I was looking at TBA’s matches per year, and I noticed that the only year that this data took a dip (other than this year) was 2005. I also noticed that at a couple of events (I looked at Chesapeake, St. Louis, and Finger Lakes) all the teams had “no matches played”.
That’s correct, but I am not sure how that explains–oh. I guess that would explain less matches being played. However, I still don’t know why some events have all the teams labeled as “no matches played”.
There just wasn’t data recorded to TBA for those matches. All this seemless integration between the field and TBA hasn’t always existed, so data from earlier years tends to be a little spotty.
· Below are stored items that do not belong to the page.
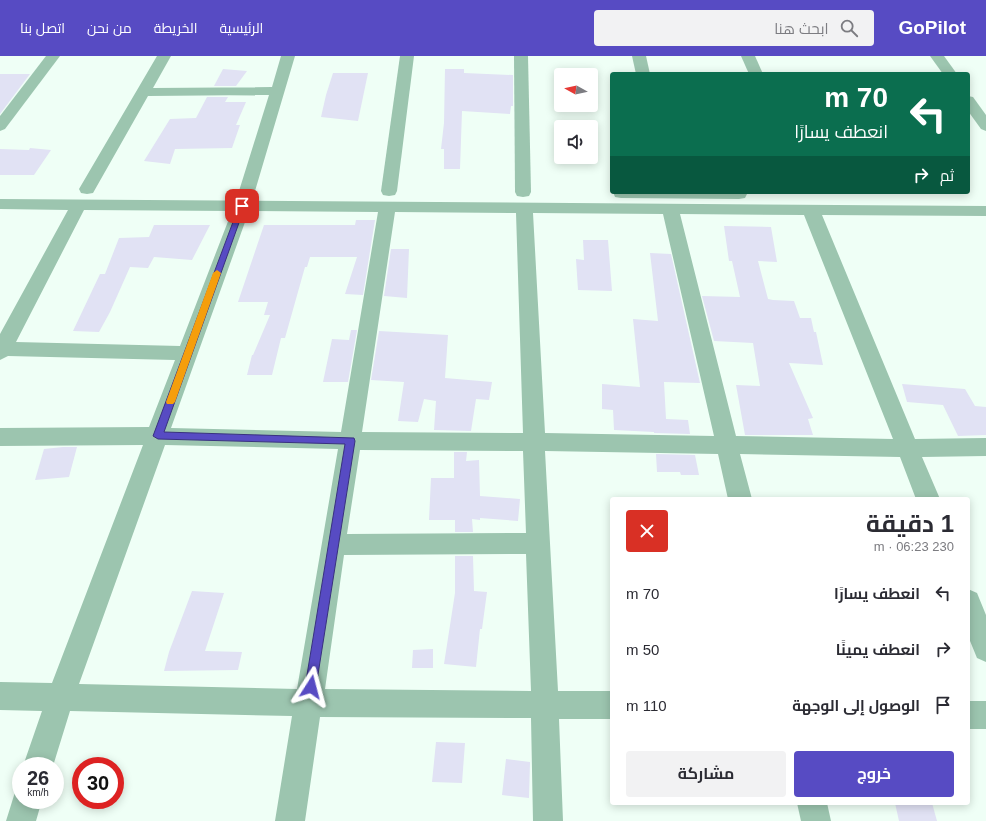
<!DOCTYPE html>
<html lang="ar">
<meta charset="utf-8">
<style>
:root{--surface:#fff;--page:#f2f2f3;--text:#2b2b33;--muted:#7c7c81;--accent:#574bc3}
body{margin:0;font-family:Arial,Cairo,sans-serif;background:var(--page);color:var(--text);direction:rtl;height:100vh;display:flex;flex-direction:column;font-size:15px;white-space:nowrap}
*{box-sizing:border-box;margin:0}
p{font-size:13px;color:var(--muted)}
.icon{flex:none;width:22px;height:22px;fill:none;stroke:currentColor;stroke-width:2;stroke-linecap:round;stroke-linejoin:round}
.map{position:relative;flex:1;overflow:hidden;direction:ltr}
.drawer{position:absolute;left:610px;top:441px;width:360px;height:308px;display:flex;flex-direction:column;background:var(--surface);border-radius:4px;box-shadow:0 2px 10px #0003;direction:rtl}
.drawer>*{flex:none}
.top-card{position:absolute;left:610px;top:16px;width:360px;height:122px;border-radius:4px;box-shadow:0 2px 10px #0003;direction:rtl;background:#0b6e4f;color:#fff;overflow:hidden}
.needle{width:26px;rotate:278deg}
.buttons{position:absolute;left:554px;top:12px;display:grid;gap:8px}
.buttons a{display:grid;place-items:center;width:44px;height:44px;border-radius:4px;background:var(--surface);box-shadow:0 2px 10px #0003;font-size:20px}
.speed{position:absolute;left:12px;top:701px;display:flex;gap:8px;font-size:20px;font-weight:700;text-align:center}
.speed>*{display:grid;place-content:center;width:52px;height:52px;border-radius:50%;background:var(--surface);box-shadow:0 2px 10px #0003;line-height:1}
.speed small{font-size:10px;font-weight:400}
.speed .limit{border:6px solid #d22;background:#fff;color:#111}
.pin{position:absolute;display:grid;place-items:center;width:34px;height:34px;color:#fff;margin:-17px;border-radius:8px;box-shadow:0 2px 6px #0006}
.me{position:absolute;width:44px;margin:-22px;rotate:9deg;stroke-linejoin:round;filter:drop-shadow(0 0 3px #0008)}
.turn{display:flex;align-items:center;gap:14px;height:84px;padding:0 16px;font-size:18px}
.turn .icon{width:52px;height:52px;stroke-width:2.5}
.turn b{display:block;font-size:28px;line-height:34px}
.then{display:flex;align-items:center;height:38px;padding:0 16px;background:#0003;gap:8px;font-size:15px}
.round{display:grid;place-items:center;flex:none;width:42px;height:42px;border-radius:4px;background:var(--page)}
.head{display:flex;align-items:center;justify-content:space-between;height:68px;padding:0 16px}
h1{font-size:24px;font-weight:700;line-height:30px}
.primary-button{display:flex;gap:8px;margin-top:auto;padding:8px 16px}
.primary-button a{flex:1;height:46px;border-radius:4px;background:var(--accent);color:#fff;font-size:16px;font-weight:700;line-height:46px;text-align:center}
.primary-button a+a{background:var(--page);color:var(--text)}
ul{padding:0;list-style:none}
li{display:flex;align-items:center;gap:12px;height:56px;padding:0 16px}
li div{flex:1}
li b{display:block;font-size:15px}
li em{font-style:normal}
header{display:flex;align-items:center;gap:24px;box-sizing:border-box;height:56px;padding:0 20px;background:var(--accent);color:#fff}
header strong{font-size:19px}
nav{display:flex;gap:22px;margin-inline-start:auto;font-size:14px}
.search{width:280px;height:36px;background:var(--page);display:flex;align-items:center;gap:10px;box-sizing:border-box;padding:0 14px;border-radius:4px;color:var(--muted);font-size:15px}
.map>svg:first-child{display:block}
.building{fill:#e1e2f4}
.lines{fill:none;stroke-linecap:round;stroke-linejoin:round}
.minor{fill:#9cc5af;fill-rule:evenodd}
.route{fill:#574bc3;stroke:#39317f}
.slow{fill:#f59e0b}
</style>
<header>
<strong>GoPilot</strong>
<div class="search"><svg class="icon" aria-label="search" viewBox="0 0 24 24"><circle cx="10" cy="10" r="6"/><path d="M15 15l6 6"/></svg>ابحث هنا</div>
<nav><a>الرئيسية</a><a>الخريطة</a><a>من نحن</a><a>اتصل بنا</a></nav>
</header>
<div class="map">
<svg width="986" height="765" viewBox="0 0 986 765">
<rect width="100%" height="100%" fill="#effff6"/>
<!-- building -->
<g class="building">
<polygon points="223,13 247,15 236,30 214,30"/>
<polygon points="445,13 464,13 464,17 513,19 513,50 511,50 510,58 462,55 460,113 444,113 444,93 441,93 444,67"/>
<polygon points="333,17 368,17 358,65 321,61 326,39"/>
<polygon points="0,18 30,18 0,58"/>
<polygon points="207,41 228,41 225,46 246,46 236,69 240,69 232,92 175,93 170,108 144,105 170,63 196,62"/>
<polygon points="30,92 51,94 34,119 0,119 0,93 29,94"/>
<polygon points="356,164 375,164 363,239 345,238 357,201 310,201 307,211 305,211 285,282 281,282 272,319 247,319 252,299 253,299 270,259 264,259 268,246 238,246 264,169 355,169"/>
<polygon points="154,169 210,169 192,204 154,201 148,212 130,211 110,256 99,276 73,275 100,218 105,218 119,182 149,181"/>
<polygon points="724,170 771,171 777,206 758,205 768,243 773,244 794,245 800,262 811,262 814,276 816,276 823,309 789,307 813,362 808,363 813,379 745,379 736,329 760,330 753,287 714,285 702,240 740,241 732,205 729,205"/>
<polygon points="583,184 608,184 612,235 578,234 576,203 584,204"/>
<polygon points="391,193 409,193 407,242 384,240"/>
<polygon points="650,197 671,198 700,327 664,326 666,363 688,364 690,378 654,377 654,376 614,374 613,354 602,353 602,328 640,331 633,263 658,265"/>
<polygon points="351,274 357,274 348,326 323,326 332,283 349,284"/>
<polygon points="379,275 448,279 445,322 492,326 489,344 476,343 471,375 434,374 436,345 424,343 418,366 398,365 404,326 371,324"/>
<polygon points="902,328 965,333 975,350 986,351 986,379 958,380 943,349 907,346"/>
<polygon points="63,391 77,391 69,421 35,424 44,393"/>
<polygon points="454,396 467,396 466,405 479,404 480,440 520,443 518,465 480,462 480,464 472,463 473,476 455,476 455,464 429,464 431,422 454,422"/>
<polygon points="656,398 695,399 699,419 681,419 680,416 657,416"/>
<polygon points="455,500 473,500 474,535 487,536 482,573 480,573 476,611 444,608 455,537"/>
<polygon points="192,535 224,537 205,595 242,596 238,614 164,615 169,596"/>
<polygon points="433,593 433,612 412,612 413,594"/>
<polygon points="436,686 465,687 462,727 432,726"/>
<polygon points="506,703 530,706 529,742 502,739"/>
<polygon points="895,747 932,747 937,765 899,765"/>
</g>
<g class="lines">
<!-- minor -->
<g class="minor">
<polygon points="46,0 60,0 5,73 0,75 0,60"/>
<polygon points="157,0 171,0 153,32 272,31 281,0 295,0 255,135 253,139 247,140 241,139 239,135 269,39 148,40 93,137 87,138 81,137 79,133"/>
<polygon points="400,0 414,0 397,135 395,139 389,140 383,139 381,135"/>
<polygon points="514,0 528,0 531,136 529,140 523,141 517,140 515,136"/>
<polygon points="632,0 646,0 650,18 636,18"/>
<polygon points="741,0 755,0 763,18 749,18"/>
<polygon points="930,0 944,0 957,18 943,18"/>
<polygon points="968,40 973,41 986,59 986,75 981,73 968,55"/>
<polygon points="613,136 746,136 747,138 745,142 739,143 621,142 615,141"/>
<path d="M0,143L986,150V160L822,159L915,383L986,382V400L922,401L940,443H916L900,401L740,398L752,443H728L718,398L545,395L558,635H612V663H559L563,765H533L531,662L320,661L305,765H275L292,660L70,655L53,710H23L42,655L0,654V626L52,627L143,389L0,390V372L149,371L175,304L8,300L0,304V278L68,154L0,153ZM84,154L232,155L180,290L16,286ZM249,155L378,156L341,376L171,372ZM395,156L516,157L523,377L362,376ZM533,157L663,158L714,380L545,377ZM680,158L804,159L893,383L736,380ZM165,389L338,393L297,633L79,628ZM360,394L523,395L526,477L347,478ZM526,498L531,635L325,633L344,499Z"/>
<polygon points="968,533 977,537 986,559 986,606 977,602 968,580"/>
<rect x="968" y="645" width="18" height="28"/>
<polygon points="21,732 21,744 42,744 36,765 6,765 16,733"/>
<polygon points="797,747 827,747 831,765 801,765"/>
</g>
</g>
<!-- route -->
<polygon class="route" points="242,147 245,150 164,376 354,382 355,385 316,631 315,635 311,636 307,635 305,631 345,388 158,383 153,380 239,150"/>
<!-- slow -->
<polygon class="slow" points="217,214 221,217 175,346 173,348 167,348 166,346 213,217"/>
</svg>
<div class="buttons">
<a><svg class="needle" viewBox="-14 -14 28 28"><path d="M0-13l5 13h-10z" fill="#e53935"/><path d="M0 13l5-13h-10z" fill="#7c7c81"/></svg></a>
<a><svg class="icon" aria-label="sound" viewBox="0 0 24 24"><path d="M4 9h4l5-4v14l-5-4H4zM17 9q2 3 0 6"/></svg></a>
</div>
<div class="speed"><div>26<small>km/h</small></div><div class="limit">30</div></div>
<div class="pin" style="left:242px;top:150px;background:#d93025"><svg class="icon" aria-label="arrive" viewBox="0 0 24 24"><path d="M6 21V4h12l-3 4 3 4H6"/></svg></div>
<svg class="me" style="left:311px;top:631px" viewBox="-20 -20 40 40"><path d="M0-17L14 15 0 8-14 15z" fill="#574bc3" stroke="#fff" stroke-width="4"/></svg>
<div class="top-card">
<div class="turn"><svg class="icon" aria-label="left" viewBox="0 0 24 24"><path d="M17 20v-9H6M10 6l-5 5 5 5"/></svg><div><b>70 m</b>انعطف يسارًا</div></div>
<div class="then">ثم<svg class="icon" aria-label="right" viewBox="0 0 24 24"><path d="M7 20v-9h11M14 6l5 5-5 5"/></svg></div>
</div>
<section class="drawer">
<div class="head"><div><h1>1 دقيقة</h1><p>230 m · 06:23</p></div><a class="round" style="background:#d93025;color:#fff"><svg class="icon" aria-label="close" viewBox="0 0 24 24"><path d="M6 6l12 12M18 6L6 18"/></svg></a></div>
<ul>
<li><svg class="icon" aria-label="left" viewBox="0 0 24 24"><path d="M17 20v-9H6M10 6l-5 5 5 5"/></svg><div><b>انعطف يسارًا</b></div><em>70 m</em></li>
<li><svg class="icon" aria-label="right" viewBox="0 0 24 24"><path d="M7 20v-9h11M14 6l5 5-5 5"/></svg><div><b>انعطف يمينًا</b></div><em>50 m</em></li>
<li><svg class="icon" aria-label="arrive" viewBox="0 0 24 24"><path d="M6 21V4h12l-3 4 3 4H6"/></svg><div><b>الوصول إلى الوجهة</b></div><em>110 m</em></li>
</ul>
<div class="primary-button"><a>خروج</a><a>مشاركة</a></div>
</section>
</div>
This is the (mostly) correct answer, I believe. Nowadays, the seamless integration starts at the field, gets uploaded to FIRST HQ where it’s made available through FIRST’s APIs. TBA pulls from FIRST’s APIs.
FMS did not have any archive capability. If there wasn’t internet available at the venue, the match results didn’t get posted to the internet and were lost to the void. In some cases internet flaked out at times during the event, so we have partial data but not complete. Awards are possible to upload after, which is why some events have awards (and maybe even qual rankings) but not match results.
Sometimes there are third party records. Pretty much the only events with webcasts were the NASA sponsored events that got the NASA broadcast trailer (your viewing options were NASA TV or RealPlayer!). It was fairly common for teams to make local recordings of the in-house A/V and chop it up later to upload to SOAP 108. #throwback
It’s a very labor intensive rabbit hole for the most part. For the alliance history shirt we made there was a point where I was determining team numbers with only ~7 pixels per digit. Not fun*, but completely possible and a lot of people might have some extra free time now…
Most of those sort of sheets end up being computer filled and OCR isn’t too terrible if it’s a reasonable format. Tesseract can do a passable job with minimal issues.
Source - I used tesseract a few years back for reading medical triage tags with minimal effort as part of a hackathon.